■ **AVAILABLE RECORDS**:
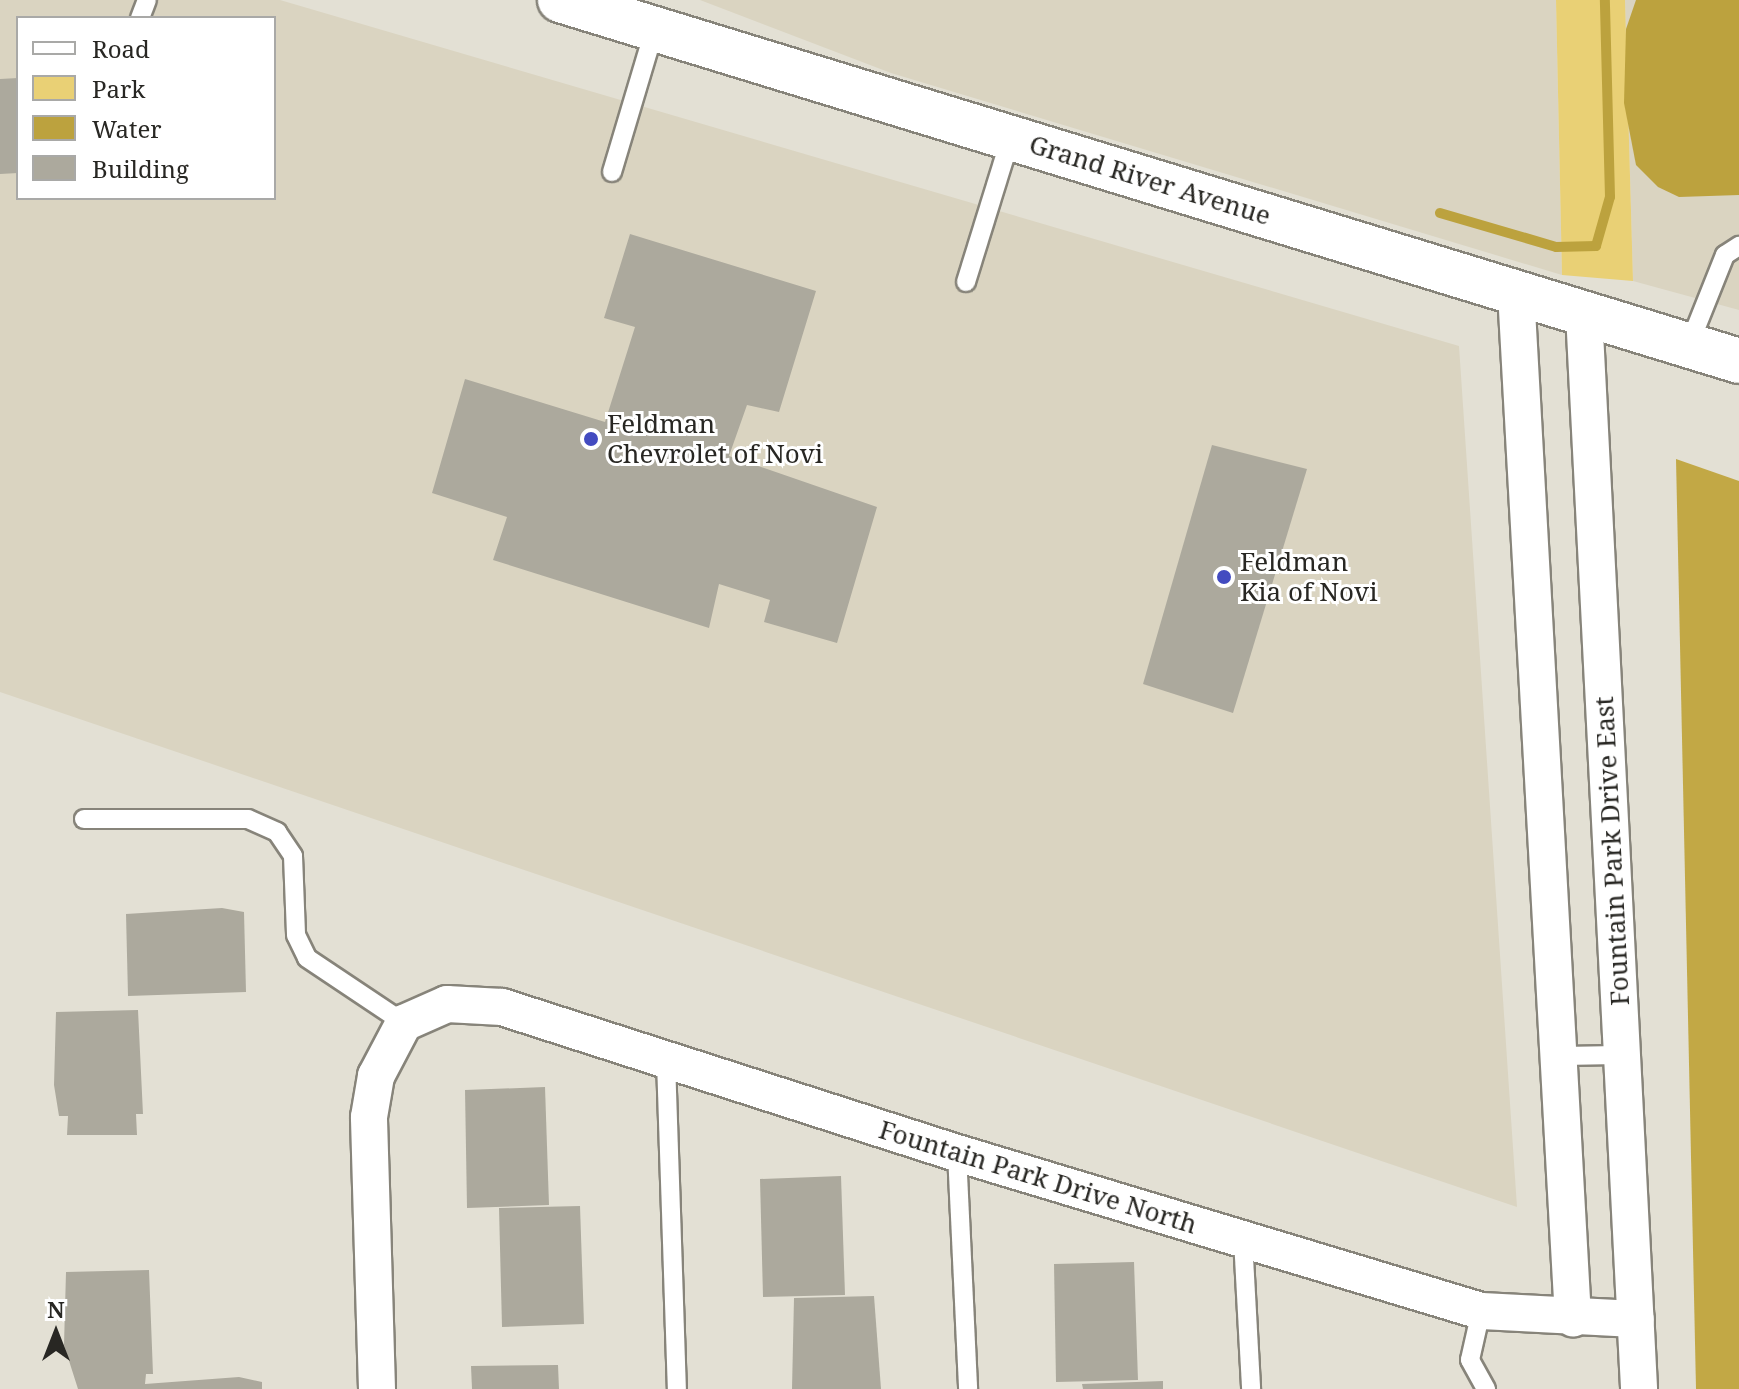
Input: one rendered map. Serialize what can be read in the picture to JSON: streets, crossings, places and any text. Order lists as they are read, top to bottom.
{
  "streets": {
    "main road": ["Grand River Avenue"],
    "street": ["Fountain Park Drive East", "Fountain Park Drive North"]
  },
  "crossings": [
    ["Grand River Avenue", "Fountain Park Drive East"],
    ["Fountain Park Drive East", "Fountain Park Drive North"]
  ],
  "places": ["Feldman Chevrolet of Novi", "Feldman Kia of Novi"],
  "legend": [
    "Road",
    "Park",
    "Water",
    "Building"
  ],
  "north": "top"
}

■ **BRIEF**:
Each line of the listing above belongs in the answer exactly as written; the pictures do not.

■ **COMPLETED EXERCISE**:
Input: one rendered map. Serialize what can be read in the picture to JSON: streets, crossings, places and any text. Order lists as they are read, top to bottom.
{
  "streets": {
    "main road": ["Grand River Avenue"],
    "street": ["Fountain Park Drive East", "Fountain Park Drive North"]
  },
  "crossings": [
    ["Grand River Avenue", "Fountain Park Drive East"],
    ["Fountain Park Drive East", "Fountain Park Drive North"]
  ],
  "places": ["Feldman Chevrolet of Novi", "Feldman Kia of Novi"],
  "legend": [
    "Road",
    "Park",
    "Water",
    "Building"
  ],
  "north": "top"
}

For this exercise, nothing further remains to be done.